Aieee, Apollo, indeed. As I read this book, zig-zagging backwards and forwards in the text, out of order and frequently repeating pages, the full extent of woman as object in both history and literature jumps out at me in every day life. We have a woman running for president – admittedly as flawed as any other human being – who cannot escape her status as an object, as men stand on the sidelines and shout “Iron my shirt!” at her[2]. I consider Wolf’s essays, the delicate path she picks among devastating ideas, and realize just how difficult it is to succinctly identify just what, exactly, produces this necessary result of failure, of doom and loss. For Wolf, this question of what is less than interesting than how – this is the story of how Cassandra experienced the collapse of her alternatives, even as she attempted to restore herself to some subjectivity, and it is the story of how Wolf attempts to resuscitate her, and by extension, herself.

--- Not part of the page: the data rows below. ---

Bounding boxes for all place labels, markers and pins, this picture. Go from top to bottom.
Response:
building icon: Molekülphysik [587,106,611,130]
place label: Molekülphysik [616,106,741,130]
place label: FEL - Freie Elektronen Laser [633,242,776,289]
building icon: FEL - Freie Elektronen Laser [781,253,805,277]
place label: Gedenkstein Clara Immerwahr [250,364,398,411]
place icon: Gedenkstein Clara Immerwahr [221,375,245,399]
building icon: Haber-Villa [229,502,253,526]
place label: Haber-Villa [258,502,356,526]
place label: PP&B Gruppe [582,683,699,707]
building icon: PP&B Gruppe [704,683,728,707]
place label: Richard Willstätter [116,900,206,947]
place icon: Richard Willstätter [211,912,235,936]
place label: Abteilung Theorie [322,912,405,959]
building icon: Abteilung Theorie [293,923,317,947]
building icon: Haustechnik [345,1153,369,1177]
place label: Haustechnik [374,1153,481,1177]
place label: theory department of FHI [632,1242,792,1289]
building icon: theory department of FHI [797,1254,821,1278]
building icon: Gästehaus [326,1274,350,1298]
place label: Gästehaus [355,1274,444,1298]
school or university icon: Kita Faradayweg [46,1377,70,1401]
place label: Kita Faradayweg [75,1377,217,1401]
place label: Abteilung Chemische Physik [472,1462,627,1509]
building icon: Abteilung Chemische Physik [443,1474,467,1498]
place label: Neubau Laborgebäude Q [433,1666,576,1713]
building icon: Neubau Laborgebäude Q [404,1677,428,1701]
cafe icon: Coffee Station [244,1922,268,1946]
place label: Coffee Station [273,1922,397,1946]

But what does this mean for any woman writing? Does a sense of failure and doom suffuse the writing of any woman attempting to escape her status as an object – should she simply be writing about how that happens, or should she pursue the what, and perhaps also the why?



[1] Cassandra, quote from the work of Ingeborg Bachmann, page 305.

[2] From an incident reported in the New York Times political blog on January 7, 2008.